*TASK*
Return the listing below unchanged, but without pictures.

*DATA EXTRACT*
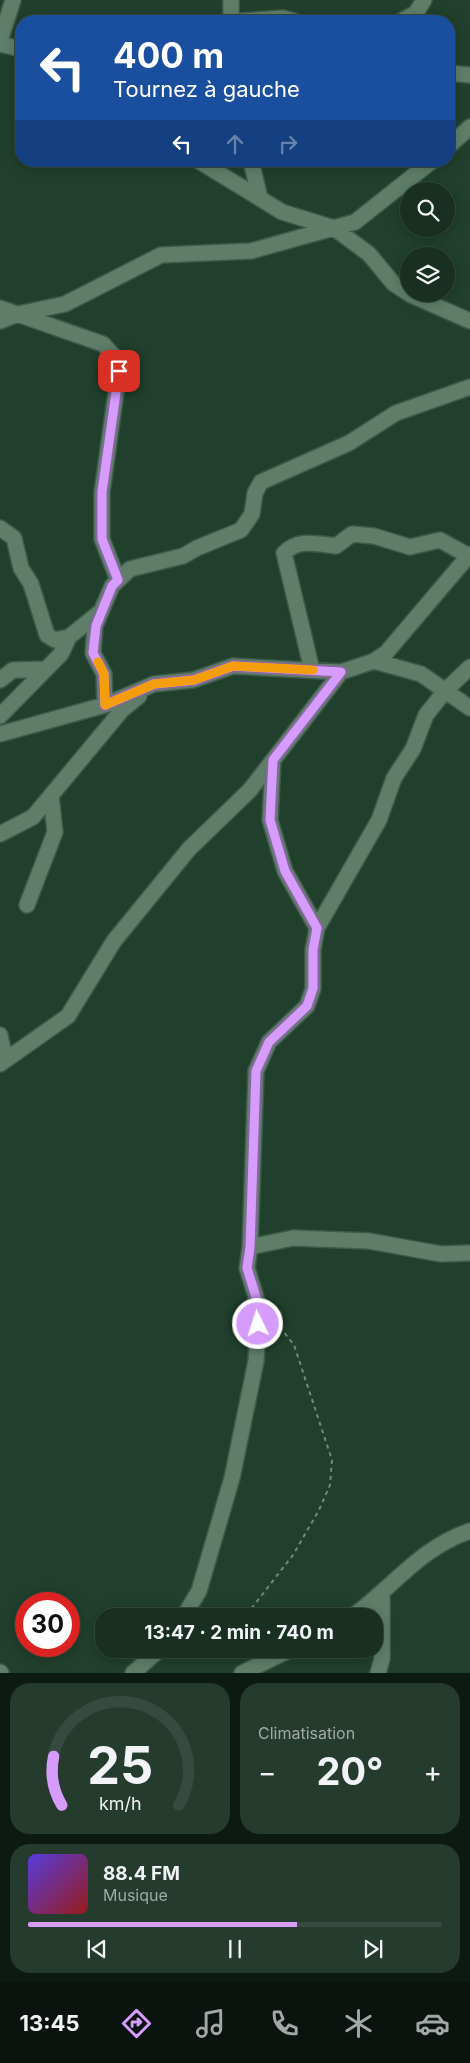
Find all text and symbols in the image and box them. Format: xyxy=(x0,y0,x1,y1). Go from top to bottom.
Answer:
text: 400 m xyxy=(113,34,224,76)
icon: left xyxy=(30,35,95,100)
text: Tournez à gauche xyxy=(113,76,300,102)
icon: left xyxy=(168,130,196,158)
icon: ahead xyxy=(221,130,249,158)
icon: right xyxy=(274,130,302,158)
map controls xyxy=(400,182,455,302)
button: search xyxy=(400,182,455,237)
button: layers xyxy=(400,247,455,302)
pin xyxy=(98,350,140,392)
icon: arrive xyxy=(105,357,133,385)
position arrow xyxy=(231,1297,283,1349)
speed limit sign: 30 xyxy=(15,1592,80,1657)
text: 13:47 · 2 min · 740 m xyxy=(144,1621,334,1644)
text: Climatisation xyxy=(258,1723,355,1743)
text: 25 xyxy=(87,1734,153,1797)
text: 20° xyxy=(316,1748,384,1794)
text: − xyxy=(258,1755,277,1789)
text: + xyxy=(423,1755,442,1789)
text: km/h xyxy=(99,1793,141,1814)
text: 88.4 FM xyxy=(103,1862,180,1885)
text: Musique xyxy=(103,1885,168,1905)
icon: previous xyxy=(83,1935,111,1963)
icon: pause xyxy=(221,1935,249,1963)
icon: next xyxy=(359,1935,387,1963)
icon: directions xyxy=(119,2006,154,2041)
icon: music xyxy=(193,2006,228,2041)
icon: phone xyxy=(267,2006,302,2041)
icon: climate xyxy=(341,2006,376,2041)
icon: car xyxy=(415,2006,450,2041)
text: 13:45 xyxy=(20,2010,80,2036)

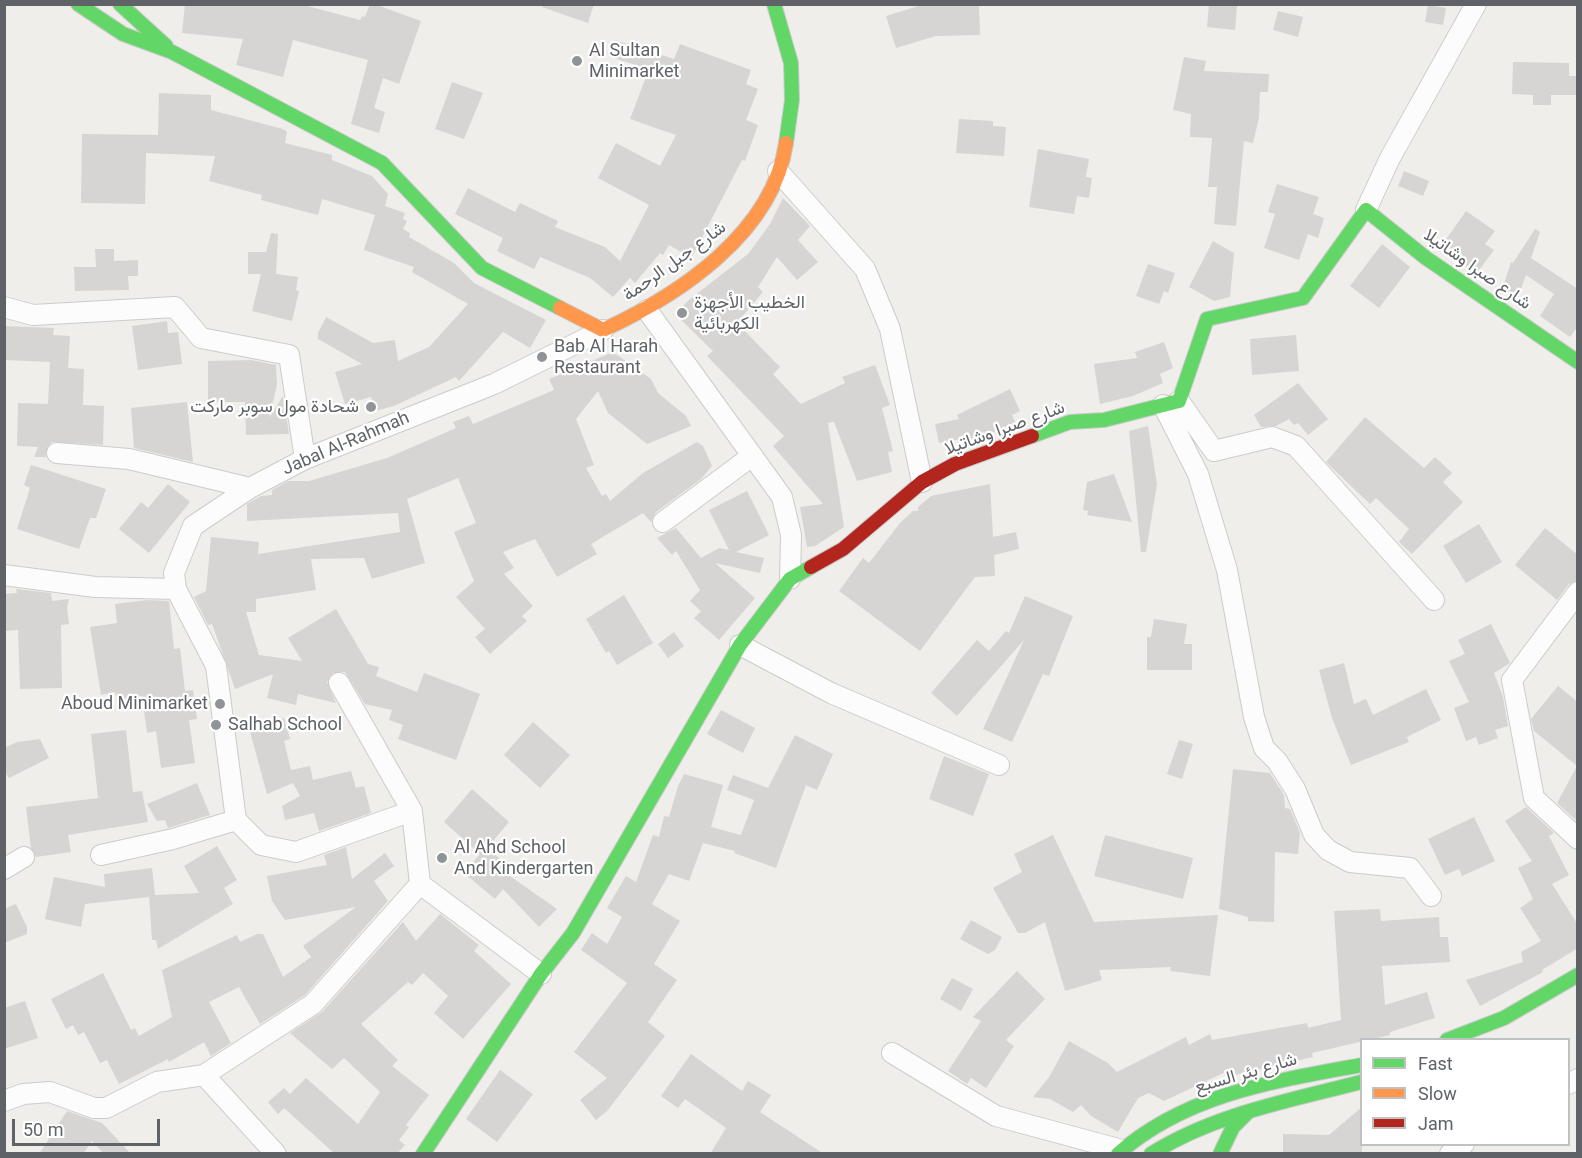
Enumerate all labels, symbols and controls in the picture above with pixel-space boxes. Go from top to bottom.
place label: Al Sultan Minimarket [589,40,679,82]
marker: Al Sultan Minimarket [570,54,584,68]
street label: شارع جبل الرحمة [619,217,731,307]
street label: شارع صبرا وشاتيلا [1419,225,1535,315]
place label: الخطيب الأجهزة الكهربائية [694,292,805,334]
marker: الخطيب الأجهزة الكهربائية [675,306,689,320]
place label: Bab Al Harah Restaurant [554,336,658,378]
marker: Bab Al Harah Restaurant [535,350,549,364]
place label: شحادة مول سوبر ماركت [190,396,359,418]
street label: شارع صبرا وشاتيلا [942,397,1068,461]
marker: شحادة مول سوبر ماركت [364,400,378,414]
street label: Jabal Al-Rahmah [279,408,413,480]
place label: Aboud Minimarket [61,693,208,715]
marker: Aboud Minimarket [213,697,227,711]
place label: Salhab School [228,714,342,736]
marker: Salhab School [209,718,223,732]
place label: Al Ahd School And Kindergarten [454,837,593,880]
marker: Al Ahd School And Kindergarten [435,851,449,865]
legend [1360,1038,1570,1146]
street label: شارع بئر السبع [1192,1049,1300,1099]
text: Fast [1418,1053,1453,1074]
text: Slow [1418,1083,1457,1104]
scale bar [15,1107,164,1145]
text: Jam [1418,1113,1454,1134]
text: 50 m [23,1119,63,1140]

*RESULT*
Find all text and symbols in the image and box them. Format: xyxy=(x0,y0,x1,y1). Go from top to bottom.
Answer:
text: 400 m xyxy=(113,34,224,76)
icon: left xyxy=(30,35,95,100)
text: Tournez à gauche xyxy=(113,76,300,102)
icon: left xyxy=(168,130,196,158)
icon: ahead xyxy=(221,130,249,158)
icon: right xyxy=(274,130,302,158)
map controls xyxy=(400,182,455,302)
button: search xyxy=(400,182,455,237)
button: layers xyxy=(400,247,455,302)
pin xyxy=(98,350,140,392)
icon: arrive xyxy=(105,357,133,385)
position arrow xyxy=(231,1297,283,1349)
speed limit sign: 30 xyxy=(15,1592,80,1657)
text: 13:47 · 2 min · 740 m xyxy=(144,1621,334,1644)
text: Climatisation xyxy=(258,1723,355,1743)
text: 25 xyxy=(87,1734,153,1797)
text: 20° xyxy=(316,1748,384,1794)
text: − xyxy=(258,1755,277,1789)
text: + xyxy=(423,1755,442,1789)
text: km/h xyxy=(99,1793,141,1814)
text: 88.4 FM xyxy=(103,1862,180,1885)
text: Musique xyxy=(103,1885,168,1905)
icon: previous xyxy=(83,1935,111,1963)
icon: pause xyxy=(221,1935,249,1963)
icon: next xyxy=(359,1935,387,1963)
icon: directions xyxy=(119,2006,154,2041)
icon: music xyxy=(193,2006,228,2041)
icon: phone xyxy=(267,2006,302,2041)
icon: climate xyxy=(341,2006,376,2041)
icon: car xyxy=(415,2006,450,2041)
text: 13:45 xyxy=(20,2010,80,2036)

Enumerate all labels, symbols and controls in the picture above with pixel-space boxes. Go from top to bottom.
place label: Al Sultan Minimarket [589,40,679,82]
marker: Al Sultan Minimarket [570,54,584,68]
street label: شارع جبل الرحمة [619,217,731,307]
street label: شارع صبرا وشاتيلا [1419,225,1535,315]
place label: الخطيب الأجهزة الكهربائية [694,292,805,334]
marker: الخطيب الأجهزة الكهربائية [675,306,689,320]
place label: Bab Al Harah Restaurant [554,336,658,378]
marker: Bab Al Harah Restaurant [535,350,549,364]
place label: شحادة مول سوبر ماركت [190,396,359,418]
street label: شارع صبرا وشاتيلا [942,397,1068,461]
marker: شحادة مول سوبر ماركت [364,400,378,414]
street label: Jabal Al-Rahmah [279,408,413,480]
place label: Aboud Minimarket [61,693,208,715]
marker: Aboud Minimarket [213,697,227,711]
place label: Salhab School [228,714,342,736]
marker: Salhab School [209,718,223,732]
place label: Al Ahd School And Kindergarten [454,837,593,880]
marker: Al Ahd School And Kindergarten [435,851,449,865]
legend [1360,1038,1570,1146]
street label: شارع بئر السبع [1192,1049,1300,1099]
text: Fast [1418,1053,1453,1074]
text: Slow [1418,1083,1457,1104]
scale bar [15,1107,164,1145]
text: Jam [1418,1113,1454,1134]
text: 50 m [23,1119,63,1140]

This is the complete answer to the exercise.